───── Exercise materials

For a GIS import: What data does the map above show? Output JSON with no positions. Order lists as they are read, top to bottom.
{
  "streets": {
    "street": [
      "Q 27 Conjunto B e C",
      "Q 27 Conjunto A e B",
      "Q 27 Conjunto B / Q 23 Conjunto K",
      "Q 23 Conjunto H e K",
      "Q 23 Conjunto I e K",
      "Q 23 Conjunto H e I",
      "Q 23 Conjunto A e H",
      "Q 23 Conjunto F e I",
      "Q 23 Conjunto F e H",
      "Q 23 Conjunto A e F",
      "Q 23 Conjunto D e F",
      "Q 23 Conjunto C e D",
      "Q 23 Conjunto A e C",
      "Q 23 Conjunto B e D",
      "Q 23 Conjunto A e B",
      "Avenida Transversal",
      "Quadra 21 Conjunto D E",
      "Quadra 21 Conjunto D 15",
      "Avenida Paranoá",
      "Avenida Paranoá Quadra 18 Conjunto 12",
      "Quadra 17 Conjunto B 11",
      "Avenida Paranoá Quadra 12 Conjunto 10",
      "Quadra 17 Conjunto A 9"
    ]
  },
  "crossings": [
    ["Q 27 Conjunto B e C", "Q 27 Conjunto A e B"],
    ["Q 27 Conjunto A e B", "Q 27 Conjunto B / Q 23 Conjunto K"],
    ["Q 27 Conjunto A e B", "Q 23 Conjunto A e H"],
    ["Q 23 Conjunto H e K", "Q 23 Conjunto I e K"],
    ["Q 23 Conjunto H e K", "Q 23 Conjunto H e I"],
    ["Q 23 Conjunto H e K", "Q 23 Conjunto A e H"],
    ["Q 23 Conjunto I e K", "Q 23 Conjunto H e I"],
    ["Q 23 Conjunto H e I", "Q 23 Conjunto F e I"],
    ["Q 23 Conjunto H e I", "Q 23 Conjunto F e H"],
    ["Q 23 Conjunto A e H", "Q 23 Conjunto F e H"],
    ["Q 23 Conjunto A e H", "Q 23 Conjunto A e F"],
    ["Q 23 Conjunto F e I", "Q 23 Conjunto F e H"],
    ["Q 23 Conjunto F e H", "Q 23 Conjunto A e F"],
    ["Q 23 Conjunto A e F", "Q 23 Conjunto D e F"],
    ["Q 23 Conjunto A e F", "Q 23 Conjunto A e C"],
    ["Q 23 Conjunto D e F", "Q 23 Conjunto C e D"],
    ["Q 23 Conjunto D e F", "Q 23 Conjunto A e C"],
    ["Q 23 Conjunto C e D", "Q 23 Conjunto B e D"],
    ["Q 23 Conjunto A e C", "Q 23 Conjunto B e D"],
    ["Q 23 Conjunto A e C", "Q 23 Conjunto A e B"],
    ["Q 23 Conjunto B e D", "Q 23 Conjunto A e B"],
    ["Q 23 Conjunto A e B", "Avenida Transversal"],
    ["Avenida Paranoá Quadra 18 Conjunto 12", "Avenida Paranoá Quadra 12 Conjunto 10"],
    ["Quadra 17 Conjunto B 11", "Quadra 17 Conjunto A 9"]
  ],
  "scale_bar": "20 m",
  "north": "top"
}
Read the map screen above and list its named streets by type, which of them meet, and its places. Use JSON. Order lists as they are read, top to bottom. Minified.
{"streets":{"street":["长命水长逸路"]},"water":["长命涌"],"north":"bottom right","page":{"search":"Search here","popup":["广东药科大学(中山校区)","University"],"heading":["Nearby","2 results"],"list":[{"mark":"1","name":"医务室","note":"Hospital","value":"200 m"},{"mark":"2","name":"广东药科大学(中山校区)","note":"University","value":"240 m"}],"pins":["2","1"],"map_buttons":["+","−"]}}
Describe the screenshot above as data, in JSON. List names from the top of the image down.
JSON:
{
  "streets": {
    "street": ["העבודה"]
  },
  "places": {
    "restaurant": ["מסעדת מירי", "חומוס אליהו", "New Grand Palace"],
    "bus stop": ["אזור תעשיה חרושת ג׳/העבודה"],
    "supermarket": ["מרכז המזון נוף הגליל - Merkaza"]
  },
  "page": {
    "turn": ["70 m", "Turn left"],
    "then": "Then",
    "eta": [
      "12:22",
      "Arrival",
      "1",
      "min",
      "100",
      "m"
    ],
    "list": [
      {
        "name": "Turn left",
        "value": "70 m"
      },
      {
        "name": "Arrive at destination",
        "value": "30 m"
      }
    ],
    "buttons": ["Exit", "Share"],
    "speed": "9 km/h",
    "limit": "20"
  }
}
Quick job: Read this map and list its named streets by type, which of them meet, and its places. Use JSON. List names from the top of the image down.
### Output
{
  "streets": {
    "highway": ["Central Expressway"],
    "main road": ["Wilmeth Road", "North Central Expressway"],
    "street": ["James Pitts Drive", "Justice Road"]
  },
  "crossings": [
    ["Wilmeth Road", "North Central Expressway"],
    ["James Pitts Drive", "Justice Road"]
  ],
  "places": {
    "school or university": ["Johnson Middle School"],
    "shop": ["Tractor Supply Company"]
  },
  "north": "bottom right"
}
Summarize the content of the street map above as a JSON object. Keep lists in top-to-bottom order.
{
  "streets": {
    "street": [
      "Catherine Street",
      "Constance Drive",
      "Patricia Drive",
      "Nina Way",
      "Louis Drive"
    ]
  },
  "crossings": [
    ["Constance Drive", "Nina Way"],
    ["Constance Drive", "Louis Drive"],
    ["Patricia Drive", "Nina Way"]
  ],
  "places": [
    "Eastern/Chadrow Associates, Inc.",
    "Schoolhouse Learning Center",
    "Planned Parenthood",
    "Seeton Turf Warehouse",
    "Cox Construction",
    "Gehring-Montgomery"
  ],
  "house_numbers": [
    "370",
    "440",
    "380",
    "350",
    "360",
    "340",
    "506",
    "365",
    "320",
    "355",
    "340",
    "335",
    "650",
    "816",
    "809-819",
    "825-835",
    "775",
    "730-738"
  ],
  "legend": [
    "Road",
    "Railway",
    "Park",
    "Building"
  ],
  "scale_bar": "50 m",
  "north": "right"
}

──────────

Exercise aim
Whenever a line in the entries holds the word "Justice", copy that line.

Task solution
    "street": ["James Pitts Drive", "Justice Road"]
    ["James Pitts Drive", "Justice Road"]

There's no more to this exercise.